Steps on How to Paint a Room Area
The are many tried and true methods that professional painters use that can be
adopted to paint every room of the house. These make the painting easier and provide great results:
1) Come up with a general inventory of the supplies you need for the given room. If you haven't already done so,
review our interior tools and supplies
2) Choose the type of interior paint that suits your tastes and needs. Integrate
sheen for the type of area being painted. Normally the higher the sheen, from
flat to gloss, the greater the wearability and ability to clean the surface.
With flatter finishes, any touch-up in the years ahead will be with less 'flash' and blend more undetectably.
3) Immediately begin by pulling any nails and screws in the walls and ceilings.
Get the patch bedded since this alone is usually a determining factor in just
how soon the walls can take paint. For drywall, apply lightweight all-purpose compound. After let to dry, apply a second coat over
the 'dip', and possibly a third coat while sanding in-between coats to bring about a smoother taper; first pressing patch
into the hole and working outward, the first sand coat leveling any bumps, and the next a finer-tuning on the level,
then finally, sanding to a smooth indisernable plane with the wall (depending on patch diameter). Fine grade sanding sponges
work well and also for corner areas, or simply use 150 grit paper.
Make sure that all surfaces being patched are first made without any rises in the surface -- tapping with the blunt end
of a nail set is one way to 'concave' any such rise.
4) With the patch now drying, move the furniture away from the walls, toward the center of the room.
Create enough space now to both cut in the trim, and for the rolling the walls. Cover anything with plastic as needed.

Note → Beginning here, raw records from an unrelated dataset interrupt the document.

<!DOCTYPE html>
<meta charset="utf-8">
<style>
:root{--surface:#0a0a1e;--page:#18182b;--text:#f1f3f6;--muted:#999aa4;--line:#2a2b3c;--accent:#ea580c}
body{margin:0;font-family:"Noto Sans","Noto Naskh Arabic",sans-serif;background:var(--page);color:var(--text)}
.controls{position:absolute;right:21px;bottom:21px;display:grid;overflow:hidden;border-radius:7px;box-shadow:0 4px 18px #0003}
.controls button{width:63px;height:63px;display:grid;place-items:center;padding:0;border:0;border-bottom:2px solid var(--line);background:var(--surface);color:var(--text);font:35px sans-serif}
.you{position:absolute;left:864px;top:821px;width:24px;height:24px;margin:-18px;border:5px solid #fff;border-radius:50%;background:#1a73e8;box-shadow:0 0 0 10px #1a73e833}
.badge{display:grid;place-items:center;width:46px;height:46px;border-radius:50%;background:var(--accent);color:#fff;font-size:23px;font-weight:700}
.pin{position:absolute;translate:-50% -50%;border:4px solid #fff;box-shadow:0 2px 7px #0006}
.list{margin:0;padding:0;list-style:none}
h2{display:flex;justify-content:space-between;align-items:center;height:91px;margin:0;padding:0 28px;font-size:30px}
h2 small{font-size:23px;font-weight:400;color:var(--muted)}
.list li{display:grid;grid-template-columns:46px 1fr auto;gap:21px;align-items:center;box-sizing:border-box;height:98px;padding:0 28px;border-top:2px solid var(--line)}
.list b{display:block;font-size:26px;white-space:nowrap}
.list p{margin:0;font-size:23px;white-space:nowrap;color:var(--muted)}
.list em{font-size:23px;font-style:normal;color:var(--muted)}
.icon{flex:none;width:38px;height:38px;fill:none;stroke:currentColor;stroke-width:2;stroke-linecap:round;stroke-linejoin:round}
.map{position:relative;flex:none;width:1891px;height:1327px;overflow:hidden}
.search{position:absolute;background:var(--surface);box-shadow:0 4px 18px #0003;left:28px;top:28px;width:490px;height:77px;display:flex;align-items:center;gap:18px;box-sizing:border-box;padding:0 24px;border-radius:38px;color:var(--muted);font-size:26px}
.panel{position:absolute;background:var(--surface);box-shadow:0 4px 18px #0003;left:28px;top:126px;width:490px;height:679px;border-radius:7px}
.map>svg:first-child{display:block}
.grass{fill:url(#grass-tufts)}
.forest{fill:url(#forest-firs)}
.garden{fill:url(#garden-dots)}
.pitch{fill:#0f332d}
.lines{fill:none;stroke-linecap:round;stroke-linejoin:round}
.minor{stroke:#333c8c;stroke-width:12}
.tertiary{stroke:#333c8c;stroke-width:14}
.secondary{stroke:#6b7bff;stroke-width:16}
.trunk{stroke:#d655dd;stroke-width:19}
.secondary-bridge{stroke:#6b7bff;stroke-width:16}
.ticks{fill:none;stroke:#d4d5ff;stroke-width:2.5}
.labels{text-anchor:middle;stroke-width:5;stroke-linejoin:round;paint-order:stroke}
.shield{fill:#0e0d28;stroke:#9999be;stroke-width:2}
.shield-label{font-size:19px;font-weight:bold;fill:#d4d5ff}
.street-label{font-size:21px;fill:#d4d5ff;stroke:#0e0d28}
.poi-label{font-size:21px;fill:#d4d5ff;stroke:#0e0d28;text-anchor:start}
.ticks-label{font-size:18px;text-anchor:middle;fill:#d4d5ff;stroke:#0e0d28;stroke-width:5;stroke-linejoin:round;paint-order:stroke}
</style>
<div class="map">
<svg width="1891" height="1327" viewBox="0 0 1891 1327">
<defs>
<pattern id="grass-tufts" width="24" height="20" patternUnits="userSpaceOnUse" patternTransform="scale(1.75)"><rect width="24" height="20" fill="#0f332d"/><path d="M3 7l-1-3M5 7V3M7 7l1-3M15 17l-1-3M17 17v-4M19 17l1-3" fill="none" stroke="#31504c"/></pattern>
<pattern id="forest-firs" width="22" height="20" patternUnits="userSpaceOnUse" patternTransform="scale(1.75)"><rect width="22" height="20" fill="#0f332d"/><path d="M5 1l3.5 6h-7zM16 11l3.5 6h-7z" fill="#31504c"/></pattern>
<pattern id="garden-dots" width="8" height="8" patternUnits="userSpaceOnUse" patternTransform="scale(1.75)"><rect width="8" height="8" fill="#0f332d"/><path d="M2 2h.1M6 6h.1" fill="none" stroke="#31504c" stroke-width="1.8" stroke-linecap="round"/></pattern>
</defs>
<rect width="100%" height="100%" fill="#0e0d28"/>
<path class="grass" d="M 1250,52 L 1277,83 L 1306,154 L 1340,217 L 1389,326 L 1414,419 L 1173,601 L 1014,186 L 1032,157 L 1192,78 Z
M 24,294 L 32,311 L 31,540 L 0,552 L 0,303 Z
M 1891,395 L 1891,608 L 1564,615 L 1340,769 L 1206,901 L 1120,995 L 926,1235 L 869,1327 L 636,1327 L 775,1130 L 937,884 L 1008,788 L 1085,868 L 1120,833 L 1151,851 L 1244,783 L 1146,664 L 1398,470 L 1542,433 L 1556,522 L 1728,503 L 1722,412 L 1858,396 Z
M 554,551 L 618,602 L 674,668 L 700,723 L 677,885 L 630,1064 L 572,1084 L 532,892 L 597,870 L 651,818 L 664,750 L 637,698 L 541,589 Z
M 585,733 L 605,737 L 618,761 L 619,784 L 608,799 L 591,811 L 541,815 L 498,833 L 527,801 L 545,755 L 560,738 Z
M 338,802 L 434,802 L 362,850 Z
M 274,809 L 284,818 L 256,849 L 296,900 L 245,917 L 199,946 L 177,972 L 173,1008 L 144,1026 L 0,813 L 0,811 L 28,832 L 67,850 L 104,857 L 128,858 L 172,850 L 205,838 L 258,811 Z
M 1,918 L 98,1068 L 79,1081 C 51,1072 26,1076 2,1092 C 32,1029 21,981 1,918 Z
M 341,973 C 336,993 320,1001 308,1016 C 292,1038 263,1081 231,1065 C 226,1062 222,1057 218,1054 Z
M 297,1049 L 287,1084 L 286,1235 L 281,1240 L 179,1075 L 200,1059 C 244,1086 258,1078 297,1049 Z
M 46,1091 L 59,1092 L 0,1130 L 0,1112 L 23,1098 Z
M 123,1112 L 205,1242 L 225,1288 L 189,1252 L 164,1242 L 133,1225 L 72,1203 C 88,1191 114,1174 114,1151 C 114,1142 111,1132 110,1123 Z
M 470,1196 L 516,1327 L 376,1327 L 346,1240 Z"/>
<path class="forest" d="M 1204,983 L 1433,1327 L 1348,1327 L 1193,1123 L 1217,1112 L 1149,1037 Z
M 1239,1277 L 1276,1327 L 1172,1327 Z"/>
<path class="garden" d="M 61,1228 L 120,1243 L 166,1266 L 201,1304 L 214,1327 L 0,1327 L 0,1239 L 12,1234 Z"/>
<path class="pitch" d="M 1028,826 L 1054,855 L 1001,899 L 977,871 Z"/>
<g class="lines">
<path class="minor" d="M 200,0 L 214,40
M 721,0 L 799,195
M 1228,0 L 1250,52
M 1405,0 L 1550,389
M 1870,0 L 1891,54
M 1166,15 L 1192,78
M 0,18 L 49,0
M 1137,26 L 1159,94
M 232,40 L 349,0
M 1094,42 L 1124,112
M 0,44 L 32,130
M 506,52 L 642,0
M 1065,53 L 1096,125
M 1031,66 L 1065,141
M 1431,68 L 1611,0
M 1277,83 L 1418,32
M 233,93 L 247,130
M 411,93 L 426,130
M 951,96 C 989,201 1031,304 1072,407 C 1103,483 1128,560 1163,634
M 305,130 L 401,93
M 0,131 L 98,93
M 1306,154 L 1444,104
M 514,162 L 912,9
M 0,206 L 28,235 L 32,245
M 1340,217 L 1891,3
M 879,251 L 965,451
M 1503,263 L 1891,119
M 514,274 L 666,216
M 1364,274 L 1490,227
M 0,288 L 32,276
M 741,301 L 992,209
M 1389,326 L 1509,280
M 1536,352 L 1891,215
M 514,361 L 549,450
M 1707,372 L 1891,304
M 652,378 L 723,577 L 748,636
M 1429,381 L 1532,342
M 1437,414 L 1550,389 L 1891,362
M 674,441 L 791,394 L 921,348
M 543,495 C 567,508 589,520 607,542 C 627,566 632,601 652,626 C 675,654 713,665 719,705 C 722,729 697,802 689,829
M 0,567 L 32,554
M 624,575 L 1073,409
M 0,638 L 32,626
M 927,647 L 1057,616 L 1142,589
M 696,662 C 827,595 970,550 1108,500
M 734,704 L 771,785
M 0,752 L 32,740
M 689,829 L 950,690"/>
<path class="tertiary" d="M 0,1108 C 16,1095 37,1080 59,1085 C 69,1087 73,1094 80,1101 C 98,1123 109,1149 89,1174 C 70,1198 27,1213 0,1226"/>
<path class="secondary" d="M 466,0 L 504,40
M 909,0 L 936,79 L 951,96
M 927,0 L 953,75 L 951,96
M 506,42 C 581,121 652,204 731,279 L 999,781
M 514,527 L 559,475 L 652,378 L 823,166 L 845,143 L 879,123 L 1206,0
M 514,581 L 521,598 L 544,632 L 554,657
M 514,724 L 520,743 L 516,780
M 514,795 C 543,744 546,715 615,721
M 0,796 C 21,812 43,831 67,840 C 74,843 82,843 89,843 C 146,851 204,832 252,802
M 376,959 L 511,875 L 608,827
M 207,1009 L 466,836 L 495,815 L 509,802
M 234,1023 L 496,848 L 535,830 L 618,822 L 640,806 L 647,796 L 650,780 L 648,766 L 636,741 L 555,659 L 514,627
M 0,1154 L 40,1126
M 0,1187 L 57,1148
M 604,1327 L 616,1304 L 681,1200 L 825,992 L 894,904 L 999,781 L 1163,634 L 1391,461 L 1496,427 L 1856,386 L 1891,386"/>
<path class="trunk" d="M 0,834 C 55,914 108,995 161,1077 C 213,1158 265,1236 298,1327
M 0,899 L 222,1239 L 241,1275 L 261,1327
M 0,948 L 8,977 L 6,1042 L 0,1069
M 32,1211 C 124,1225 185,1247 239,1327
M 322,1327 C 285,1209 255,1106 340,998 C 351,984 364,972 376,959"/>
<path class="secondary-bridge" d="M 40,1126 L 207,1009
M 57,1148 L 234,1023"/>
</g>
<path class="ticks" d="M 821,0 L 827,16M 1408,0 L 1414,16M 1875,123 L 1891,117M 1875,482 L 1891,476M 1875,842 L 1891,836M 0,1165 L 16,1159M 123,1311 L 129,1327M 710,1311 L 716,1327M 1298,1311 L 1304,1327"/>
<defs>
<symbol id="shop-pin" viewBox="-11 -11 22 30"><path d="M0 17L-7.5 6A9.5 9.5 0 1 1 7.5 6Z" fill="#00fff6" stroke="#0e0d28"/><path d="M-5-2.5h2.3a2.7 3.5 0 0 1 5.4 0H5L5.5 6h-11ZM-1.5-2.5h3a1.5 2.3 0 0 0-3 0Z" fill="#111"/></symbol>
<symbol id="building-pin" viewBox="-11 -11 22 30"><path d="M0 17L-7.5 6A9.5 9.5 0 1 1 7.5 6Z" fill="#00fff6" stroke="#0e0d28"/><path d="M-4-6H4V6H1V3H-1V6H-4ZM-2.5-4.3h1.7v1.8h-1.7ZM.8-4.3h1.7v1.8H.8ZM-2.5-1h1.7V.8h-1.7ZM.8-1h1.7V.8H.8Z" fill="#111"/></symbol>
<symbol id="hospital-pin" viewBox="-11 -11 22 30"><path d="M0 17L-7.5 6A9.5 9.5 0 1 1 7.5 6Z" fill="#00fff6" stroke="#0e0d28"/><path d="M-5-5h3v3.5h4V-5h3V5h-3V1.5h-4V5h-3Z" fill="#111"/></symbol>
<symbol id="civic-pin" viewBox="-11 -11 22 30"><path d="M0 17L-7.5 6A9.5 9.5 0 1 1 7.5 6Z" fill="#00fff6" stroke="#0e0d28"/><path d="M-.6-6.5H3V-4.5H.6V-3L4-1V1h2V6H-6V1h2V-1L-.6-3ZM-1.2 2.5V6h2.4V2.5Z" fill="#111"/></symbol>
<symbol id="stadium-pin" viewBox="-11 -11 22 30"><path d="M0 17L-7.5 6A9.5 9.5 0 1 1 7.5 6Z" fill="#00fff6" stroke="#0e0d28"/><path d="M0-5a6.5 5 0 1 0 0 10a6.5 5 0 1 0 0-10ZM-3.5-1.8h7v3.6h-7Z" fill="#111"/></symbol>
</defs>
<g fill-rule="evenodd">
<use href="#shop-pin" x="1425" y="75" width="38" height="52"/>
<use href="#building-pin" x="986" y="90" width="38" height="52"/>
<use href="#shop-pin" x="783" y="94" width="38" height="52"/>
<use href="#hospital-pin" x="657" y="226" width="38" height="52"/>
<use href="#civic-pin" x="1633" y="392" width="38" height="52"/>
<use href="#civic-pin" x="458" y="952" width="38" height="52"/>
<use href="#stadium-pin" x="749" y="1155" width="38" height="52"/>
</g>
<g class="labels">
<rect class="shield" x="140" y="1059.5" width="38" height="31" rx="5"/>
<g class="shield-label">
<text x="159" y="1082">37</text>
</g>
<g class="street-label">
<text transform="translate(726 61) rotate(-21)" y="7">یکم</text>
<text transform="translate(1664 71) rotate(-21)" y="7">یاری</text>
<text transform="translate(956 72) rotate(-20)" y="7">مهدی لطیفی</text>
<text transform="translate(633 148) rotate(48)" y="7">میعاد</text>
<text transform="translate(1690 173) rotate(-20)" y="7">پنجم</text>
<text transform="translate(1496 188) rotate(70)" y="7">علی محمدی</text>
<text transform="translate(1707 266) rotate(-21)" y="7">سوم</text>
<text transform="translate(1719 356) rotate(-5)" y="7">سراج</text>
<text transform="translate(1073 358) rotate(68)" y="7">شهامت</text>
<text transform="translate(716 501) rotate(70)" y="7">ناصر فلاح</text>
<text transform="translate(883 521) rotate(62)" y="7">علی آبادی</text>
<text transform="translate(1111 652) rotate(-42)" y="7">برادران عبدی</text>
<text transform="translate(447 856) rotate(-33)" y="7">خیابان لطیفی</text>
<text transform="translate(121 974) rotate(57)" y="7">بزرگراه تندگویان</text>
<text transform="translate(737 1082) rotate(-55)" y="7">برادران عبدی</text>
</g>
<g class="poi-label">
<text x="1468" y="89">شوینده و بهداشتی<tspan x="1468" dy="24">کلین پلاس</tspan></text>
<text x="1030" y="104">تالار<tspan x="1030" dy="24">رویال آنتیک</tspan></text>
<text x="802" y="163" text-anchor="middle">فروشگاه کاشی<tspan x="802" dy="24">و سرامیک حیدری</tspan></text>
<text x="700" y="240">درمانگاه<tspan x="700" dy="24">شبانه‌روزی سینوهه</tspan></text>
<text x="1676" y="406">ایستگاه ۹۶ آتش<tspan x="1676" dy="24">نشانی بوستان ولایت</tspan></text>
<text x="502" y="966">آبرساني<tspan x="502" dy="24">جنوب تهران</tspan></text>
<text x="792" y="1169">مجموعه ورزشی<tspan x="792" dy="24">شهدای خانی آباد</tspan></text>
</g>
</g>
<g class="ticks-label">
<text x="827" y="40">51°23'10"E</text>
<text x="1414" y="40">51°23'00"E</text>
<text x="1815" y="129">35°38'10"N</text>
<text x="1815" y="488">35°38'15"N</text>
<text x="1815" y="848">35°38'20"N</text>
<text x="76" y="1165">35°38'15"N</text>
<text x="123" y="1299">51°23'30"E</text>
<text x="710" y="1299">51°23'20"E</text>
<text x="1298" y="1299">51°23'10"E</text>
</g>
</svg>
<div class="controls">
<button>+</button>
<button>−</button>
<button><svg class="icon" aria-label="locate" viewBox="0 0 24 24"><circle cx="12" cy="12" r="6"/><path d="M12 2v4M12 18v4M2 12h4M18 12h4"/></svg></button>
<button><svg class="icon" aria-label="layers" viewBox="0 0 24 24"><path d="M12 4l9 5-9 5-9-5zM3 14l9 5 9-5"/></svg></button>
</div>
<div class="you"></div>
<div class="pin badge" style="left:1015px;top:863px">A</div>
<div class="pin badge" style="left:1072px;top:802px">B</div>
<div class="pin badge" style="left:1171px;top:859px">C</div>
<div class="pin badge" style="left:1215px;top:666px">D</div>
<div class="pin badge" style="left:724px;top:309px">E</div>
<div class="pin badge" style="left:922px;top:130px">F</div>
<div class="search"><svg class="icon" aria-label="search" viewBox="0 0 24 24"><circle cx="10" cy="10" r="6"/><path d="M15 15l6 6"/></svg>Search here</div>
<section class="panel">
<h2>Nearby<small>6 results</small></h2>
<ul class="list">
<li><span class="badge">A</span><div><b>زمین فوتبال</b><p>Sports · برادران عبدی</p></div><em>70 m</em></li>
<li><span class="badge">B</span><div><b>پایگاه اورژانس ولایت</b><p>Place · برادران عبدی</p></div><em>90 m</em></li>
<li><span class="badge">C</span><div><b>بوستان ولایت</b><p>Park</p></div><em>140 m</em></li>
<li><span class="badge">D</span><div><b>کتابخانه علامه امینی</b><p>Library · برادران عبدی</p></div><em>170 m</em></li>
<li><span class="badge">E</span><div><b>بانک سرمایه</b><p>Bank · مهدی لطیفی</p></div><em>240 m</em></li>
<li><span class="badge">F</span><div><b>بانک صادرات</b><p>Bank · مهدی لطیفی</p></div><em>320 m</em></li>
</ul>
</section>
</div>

Note: if the ceiling is to receive paint, first paint the trim around the center fixture if standing will be obstructed by the moved furniture.
Lighten heavy furniture by 1st sliding out the drawers & setting aside. Pull any fixtures from the walls such as wall plates, dropping them
into an empty bucket to keep the parts in a consolidated place.
5) Caulk where needed, and this includes between the baseboard and door casings at the wall juncture. If doing the trim seperate,
mask off the carpet by 'tucking the tape' beneath the trim with a putty knife as you progress. To make the sharpest contrast:
paint the trim before the walls, and doing this will mean that the patch above must have gone through its final sand-off before starting.
Only after the baseboards and casings are painted and dry can they be masked overtop, paint-edge nearest the walls, for painting the wall surfaces.
6) All ceilings should be complete before the walls. This will make cutting the wall-line easier and more distinct.
Normally a 1/2" nap on a roller will suffice. Let the ceiling dry to view a consistent result before starting the walls.
7) Painting the walls; if a paint with a sheen is opted, the patch areas may need drywall sealer applied (less than $12 a quart) to
fill the porosity and enable a smooth, solid finish. Also, some paints must be painted out 'wall by wall' including some glosses
and ceramic paint type finishes. For flat to low sheens, roll on with a 1/2" woven nap roller.
If more than a single room is to be painted, it might be worth it to roll out of a 5 gallon pail with screen inserted,
for ease of transport and for minimimzing the 'back and forths' of refilling a roller tray (with liner).
7.5) If draperies are present, they can be removed or shifted back and forth as paint is applied on the wall (will mean unhooking at the 'ends').
Normally, painting the center high and low wall first, let dry, then loosely bunch and knot both of the bottom drape ends together, covering with thin
plastic to protect from drips.
8) Pull the tape after final coat is applied. The tape at the baseboard may have a 'dried seal' that should be carefully broken with your
putty knife prior to pulling. Complete the vacuuming and final cleanup procedure. A wait time on the walls is generally best prior to
reinstalling plate covers as putting on too soon can render them stuck.